* Required work
Scan each line of the records for the word "nowrap" and extract the ones that have it.
------------------------------------------------------------------------
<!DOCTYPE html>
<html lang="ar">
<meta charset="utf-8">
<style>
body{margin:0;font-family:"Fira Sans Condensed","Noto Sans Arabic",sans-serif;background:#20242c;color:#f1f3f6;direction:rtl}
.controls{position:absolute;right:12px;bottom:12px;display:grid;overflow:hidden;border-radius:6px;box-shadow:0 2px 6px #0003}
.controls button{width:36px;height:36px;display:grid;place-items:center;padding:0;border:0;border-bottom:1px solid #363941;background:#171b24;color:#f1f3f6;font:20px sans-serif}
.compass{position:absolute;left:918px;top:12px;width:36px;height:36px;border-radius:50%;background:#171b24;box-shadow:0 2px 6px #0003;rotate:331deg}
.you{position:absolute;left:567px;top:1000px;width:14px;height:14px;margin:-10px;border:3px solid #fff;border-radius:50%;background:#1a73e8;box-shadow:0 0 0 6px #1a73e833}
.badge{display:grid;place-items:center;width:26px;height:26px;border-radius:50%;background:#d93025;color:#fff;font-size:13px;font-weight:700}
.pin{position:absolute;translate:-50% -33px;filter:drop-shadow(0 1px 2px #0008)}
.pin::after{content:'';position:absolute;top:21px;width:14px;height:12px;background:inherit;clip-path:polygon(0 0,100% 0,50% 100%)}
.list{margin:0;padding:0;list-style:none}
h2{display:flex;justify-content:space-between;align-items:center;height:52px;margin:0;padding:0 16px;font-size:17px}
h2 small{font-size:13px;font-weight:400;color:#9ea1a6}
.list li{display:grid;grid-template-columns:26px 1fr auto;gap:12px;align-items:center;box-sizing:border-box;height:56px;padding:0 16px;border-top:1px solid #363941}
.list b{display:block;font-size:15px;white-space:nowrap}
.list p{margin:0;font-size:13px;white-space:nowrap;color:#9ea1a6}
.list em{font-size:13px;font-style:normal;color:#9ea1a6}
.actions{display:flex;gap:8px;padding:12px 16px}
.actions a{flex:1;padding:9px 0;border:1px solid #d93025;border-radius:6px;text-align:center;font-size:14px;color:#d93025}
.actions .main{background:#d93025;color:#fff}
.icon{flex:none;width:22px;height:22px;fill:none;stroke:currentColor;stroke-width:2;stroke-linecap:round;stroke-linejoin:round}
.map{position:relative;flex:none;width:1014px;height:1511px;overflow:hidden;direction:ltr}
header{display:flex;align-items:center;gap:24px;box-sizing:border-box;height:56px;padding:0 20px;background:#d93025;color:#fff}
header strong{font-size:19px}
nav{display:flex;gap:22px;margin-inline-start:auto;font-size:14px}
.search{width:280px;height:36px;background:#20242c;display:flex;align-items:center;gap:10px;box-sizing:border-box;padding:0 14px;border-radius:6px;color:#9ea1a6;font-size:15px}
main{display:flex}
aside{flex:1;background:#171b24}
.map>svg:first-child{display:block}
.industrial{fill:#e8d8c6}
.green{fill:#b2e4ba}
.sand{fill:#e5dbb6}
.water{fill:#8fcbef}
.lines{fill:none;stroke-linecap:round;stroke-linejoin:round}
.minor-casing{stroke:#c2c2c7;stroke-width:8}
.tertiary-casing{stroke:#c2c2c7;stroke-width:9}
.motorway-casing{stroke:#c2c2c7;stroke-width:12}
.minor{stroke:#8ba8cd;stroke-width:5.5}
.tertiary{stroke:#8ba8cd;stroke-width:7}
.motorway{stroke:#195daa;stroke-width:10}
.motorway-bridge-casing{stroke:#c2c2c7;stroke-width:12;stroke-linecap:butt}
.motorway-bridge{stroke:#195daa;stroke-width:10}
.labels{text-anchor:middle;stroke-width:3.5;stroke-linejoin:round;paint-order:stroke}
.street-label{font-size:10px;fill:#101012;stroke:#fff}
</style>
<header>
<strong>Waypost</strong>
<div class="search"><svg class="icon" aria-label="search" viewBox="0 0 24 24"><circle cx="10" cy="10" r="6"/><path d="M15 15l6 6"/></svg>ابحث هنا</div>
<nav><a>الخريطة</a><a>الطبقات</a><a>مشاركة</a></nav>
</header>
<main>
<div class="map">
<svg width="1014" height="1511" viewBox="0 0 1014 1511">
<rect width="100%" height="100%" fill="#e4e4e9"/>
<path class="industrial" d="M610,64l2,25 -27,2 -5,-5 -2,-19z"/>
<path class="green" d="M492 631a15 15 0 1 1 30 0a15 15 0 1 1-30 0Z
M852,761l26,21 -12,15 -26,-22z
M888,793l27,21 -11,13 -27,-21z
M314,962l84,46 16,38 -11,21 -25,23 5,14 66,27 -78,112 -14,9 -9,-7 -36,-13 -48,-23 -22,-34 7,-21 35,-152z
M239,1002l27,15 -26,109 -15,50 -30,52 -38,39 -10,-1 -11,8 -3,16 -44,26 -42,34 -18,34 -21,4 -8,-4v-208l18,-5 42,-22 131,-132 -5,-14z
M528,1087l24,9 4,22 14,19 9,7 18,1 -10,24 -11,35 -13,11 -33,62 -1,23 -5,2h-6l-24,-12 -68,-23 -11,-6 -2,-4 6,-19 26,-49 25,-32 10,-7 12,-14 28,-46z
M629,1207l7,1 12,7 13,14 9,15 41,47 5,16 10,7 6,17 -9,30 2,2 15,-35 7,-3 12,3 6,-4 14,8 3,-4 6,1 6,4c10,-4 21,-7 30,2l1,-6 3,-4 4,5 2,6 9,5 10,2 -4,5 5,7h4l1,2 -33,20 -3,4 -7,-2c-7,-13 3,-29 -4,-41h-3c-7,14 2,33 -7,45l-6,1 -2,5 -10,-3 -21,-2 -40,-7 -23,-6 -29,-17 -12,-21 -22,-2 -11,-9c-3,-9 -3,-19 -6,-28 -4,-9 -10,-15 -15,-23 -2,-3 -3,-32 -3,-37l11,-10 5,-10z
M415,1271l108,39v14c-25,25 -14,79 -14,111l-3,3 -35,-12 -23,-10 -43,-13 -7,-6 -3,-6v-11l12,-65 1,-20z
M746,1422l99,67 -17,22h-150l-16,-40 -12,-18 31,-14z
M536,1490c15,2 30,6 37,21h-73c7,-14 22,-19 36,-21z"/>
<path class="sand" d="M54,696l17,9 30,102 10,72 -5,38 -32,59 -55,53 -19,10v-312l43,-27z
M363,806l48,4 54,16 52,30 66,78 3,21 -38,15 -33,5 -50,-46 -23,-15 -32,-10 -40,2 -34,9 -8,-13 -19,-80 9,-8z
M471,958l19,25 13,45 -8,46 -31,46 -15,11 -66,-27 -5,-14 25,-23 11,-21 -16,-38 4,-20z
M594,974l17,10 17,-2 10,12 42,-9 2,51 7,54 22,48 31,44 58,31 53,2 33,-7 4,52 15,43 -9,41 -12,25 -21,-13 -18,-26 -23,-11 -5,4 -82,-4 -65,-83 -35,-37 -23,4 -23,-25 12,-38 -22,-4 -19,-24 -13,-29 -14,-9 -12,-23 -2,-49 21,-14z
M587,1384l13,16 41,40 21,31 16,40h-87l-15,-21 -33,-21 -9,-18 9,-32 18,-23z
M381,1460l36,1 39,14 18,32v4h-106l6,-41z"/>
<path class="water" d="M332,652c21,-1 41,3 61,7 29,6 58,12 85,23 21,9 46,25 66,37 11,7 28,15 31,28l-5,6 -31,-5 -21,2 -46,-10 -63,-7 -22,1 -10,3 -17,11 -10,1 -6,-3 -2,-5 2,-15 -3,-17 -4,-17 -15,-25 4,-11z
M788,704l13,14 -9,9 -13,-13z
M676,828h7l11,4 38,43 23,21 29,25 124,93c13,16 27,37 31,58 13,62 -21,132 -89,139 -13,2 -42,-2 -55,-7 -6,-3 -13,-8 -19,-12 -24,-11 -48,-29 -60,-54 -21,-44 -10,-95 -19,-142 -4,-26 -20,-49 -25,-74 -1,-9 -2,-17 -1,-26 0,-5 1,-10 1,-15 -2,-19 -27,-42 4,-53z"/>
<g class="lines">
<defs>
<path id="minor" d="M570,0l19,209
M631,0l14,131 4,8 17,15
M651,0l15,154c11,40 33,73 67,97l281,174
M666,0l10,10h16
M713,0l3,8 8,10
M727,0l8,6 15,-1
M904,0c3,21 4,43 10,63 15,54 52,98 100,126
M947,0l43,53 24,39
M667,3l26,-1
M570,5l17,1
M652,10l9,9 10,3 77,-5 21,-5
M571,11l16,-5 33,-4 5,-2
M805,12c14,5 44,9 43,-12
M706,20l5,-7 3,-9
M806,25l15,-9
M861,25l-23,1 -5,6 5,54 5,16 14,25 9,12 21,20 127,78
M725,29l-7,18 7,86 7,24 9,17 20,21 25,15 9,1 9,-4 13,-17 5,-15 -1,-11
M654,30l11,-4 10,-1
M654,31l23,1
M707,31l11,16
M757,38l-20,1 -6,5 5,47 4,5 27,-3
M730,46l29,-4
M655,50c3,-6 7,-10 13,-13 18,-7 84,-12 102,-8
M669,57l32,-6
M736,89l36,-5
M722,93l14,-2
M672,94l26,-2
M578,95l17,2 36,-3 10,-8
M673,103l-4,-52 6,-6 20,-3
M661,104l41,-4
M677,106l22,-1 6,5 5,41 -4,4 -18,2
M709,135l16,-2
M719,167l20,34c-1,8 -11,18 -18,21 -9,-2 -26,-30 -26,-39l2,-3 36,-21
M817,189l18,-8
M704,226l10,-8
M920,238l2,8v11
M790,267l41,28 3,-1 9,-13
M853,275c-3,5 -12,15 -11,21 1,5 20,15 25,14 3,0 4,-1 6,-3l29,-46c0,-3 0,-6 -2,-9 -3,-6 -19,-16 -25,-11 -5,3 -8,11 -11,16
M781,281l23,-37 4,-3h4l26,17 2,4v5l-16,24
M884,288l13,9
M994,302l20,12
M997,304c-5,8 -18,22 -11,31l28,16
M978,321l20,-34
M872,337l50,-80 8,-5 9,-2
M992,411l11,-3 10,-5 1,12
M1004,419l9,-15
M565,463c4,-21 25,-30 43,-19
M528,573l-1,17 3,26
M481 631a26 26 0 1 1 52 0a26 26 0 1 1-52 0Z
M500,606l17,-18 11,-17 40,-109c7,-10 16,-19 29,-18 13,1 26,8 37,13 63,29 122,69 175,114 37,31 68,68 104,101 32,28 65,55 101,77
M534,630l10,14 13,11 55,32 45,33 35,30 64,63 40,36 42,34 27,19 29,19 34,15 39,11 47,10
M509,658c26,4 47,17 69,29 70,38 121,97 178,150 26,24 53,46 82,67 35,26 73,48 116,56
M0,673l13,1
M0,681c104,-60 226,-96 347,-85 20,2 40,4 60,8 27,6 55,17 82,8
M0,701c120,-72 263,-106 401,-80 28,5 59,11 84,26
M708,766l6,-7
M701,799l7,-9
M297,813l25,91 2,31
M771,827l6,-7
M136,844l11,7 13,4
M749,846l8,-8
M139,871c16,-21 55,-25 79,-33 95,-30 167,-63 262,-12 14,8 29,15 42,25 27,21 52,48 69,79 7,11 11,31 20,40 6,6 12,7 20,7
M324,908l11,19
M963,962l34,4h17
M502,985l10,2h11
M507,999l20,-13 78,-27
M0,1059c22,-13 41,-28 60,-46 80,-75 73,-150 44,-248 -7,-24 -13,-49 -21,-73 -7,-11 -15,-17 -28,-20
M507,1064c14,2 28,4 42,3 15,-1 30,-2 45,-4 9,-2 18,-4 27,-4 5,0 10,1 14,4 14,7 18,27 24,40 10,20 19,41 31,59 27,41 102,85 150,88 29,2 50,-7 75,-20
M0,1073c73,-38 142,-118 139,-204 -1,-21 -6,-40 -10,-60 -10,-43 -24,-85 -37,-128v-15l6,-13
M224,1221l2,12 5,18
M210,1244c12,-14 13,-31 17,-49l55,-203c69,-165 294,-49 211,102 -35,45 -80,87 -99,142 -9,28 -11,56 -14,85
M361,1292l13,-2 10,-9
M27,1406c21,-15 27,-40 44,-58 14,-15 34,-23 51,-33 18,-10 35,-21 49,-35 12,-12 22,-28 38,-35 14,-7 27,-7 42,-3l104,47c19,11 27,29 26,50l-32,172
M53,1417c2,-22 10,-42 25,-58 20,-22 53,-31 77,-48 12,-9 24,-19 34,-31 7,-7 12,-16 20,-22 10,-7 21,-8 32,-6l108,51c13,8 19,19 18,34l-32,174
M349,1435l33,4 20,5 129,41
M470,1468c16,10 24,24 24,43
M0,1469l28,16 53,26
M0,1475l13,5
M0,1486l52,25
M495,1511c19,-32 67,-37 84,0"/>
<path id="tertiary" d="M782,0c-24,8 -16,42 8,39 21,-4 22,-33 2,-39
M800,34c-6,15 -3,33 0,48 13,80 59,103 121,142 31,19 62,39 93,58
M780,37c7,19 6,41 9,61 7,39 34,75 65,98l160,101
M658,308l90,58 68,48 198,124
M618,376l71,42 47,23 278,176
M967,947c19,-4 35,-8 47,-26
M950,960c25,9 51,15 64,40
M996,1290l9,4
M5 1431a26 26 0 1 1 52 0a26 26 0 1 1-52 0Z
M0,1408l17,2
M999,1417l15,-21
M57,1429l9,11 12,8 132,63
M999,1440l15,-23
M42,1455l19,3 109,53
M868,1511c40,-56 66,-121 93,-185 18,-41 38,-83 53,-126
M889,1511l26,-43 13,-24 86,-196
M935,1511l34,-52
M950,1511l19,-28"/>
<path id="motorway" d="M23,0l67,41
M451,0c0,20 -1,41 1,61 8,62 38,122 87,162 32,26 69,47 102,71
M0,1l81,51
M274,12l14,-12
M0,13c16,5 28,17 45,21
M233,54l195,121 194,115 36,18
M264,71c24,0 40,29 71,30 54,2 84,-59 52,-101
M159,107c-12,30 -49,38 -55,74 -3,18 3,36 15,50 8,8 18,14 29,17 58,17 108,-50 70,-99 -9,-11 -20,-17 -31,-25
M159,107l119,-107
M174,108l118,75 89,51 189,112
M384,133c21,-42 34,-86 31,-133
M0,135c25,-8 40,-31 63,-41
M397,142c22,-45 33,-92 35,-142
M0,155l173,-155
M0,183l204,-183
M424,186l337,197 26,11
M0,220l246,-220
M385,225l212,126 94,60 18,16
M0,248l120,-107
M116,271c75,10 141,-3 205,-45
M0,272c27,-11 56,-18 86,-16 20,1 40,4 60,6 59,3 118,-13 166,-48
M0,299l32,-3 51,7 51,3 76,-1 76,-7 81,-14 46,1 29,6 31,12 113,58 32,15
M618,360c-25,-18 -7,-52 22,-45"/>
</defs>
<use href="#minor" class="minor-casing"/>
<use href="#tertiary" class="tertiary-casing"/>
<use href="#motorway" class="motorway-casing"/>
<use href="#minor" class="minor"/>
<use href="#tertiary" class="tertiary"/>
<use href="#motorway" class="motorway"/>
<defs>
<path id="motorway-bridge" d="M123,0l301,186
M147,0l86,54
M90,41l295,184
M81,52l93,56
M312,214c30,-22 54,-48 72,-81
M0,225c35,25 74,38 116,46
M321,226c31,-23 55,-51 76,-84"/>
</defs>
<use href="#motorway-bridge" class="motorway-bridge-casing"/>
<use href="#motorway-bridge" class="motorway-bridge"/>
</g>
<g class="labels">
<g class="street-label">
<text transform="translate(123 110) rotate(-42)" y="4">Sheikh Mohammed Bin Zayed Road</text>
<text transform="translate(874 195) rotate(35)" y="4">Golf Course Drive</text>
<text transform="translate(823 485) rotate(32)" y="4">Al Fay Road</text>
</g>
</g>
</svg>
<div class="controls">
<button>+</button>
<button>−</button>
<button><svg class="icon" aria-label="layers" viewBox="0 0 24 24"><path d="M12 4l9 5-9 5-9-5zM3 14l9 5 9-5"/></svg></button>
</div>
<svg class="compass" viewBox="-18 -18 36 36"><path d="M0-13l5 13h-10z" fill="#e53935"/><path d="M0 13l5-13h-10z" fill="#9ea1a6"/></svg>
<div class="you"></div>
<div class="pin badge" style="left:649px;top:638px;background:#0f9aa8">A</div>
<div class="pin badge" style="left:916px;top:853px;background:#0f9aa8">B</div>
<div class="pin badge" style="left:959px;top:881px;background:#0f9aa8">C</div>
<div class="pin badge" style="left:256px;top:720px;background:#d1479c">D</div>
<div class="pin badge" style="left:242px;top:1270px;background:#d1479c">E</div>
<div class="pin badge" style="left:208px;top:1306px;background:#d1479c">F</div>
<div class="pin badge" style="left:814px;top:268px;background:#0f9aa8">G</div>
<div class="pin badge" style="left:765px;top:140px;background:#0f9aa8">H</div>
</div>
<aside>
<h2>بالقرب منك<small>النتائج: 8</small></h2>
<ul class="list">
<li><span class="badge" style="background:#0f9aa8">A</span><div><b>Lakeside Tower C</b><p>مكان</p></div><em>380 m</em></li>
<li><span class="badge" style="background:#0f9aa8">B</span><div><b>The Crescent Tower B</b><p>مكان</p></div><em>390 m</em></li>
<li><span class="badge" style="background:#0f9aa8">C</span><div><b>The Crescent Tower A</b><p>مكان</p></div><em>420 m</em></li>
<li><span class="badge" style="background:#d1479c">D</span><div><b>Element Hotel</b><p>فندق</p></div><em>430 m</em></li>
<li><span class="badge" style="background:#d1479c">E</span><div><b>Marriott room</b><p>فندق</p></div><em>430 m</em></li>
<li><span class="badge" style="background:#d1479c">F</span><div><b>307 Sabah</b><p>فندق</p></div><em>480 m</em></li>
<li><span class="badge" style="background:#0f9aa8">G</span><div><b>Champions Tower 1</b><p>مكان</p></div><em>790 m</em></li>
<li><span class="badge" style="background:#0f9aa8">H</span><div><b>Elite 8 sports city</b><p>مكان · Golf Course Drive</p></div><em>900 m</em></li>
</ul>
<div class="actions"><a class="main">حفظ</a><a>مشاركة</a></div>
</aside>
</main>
------------------------------------------------------------------------
* Problem solution
.list b{display:block;font-size:15px;white-space:nowrap}
.list p{margin:0;font-size:13px;white-space:nowrap;color:#9ea1a6}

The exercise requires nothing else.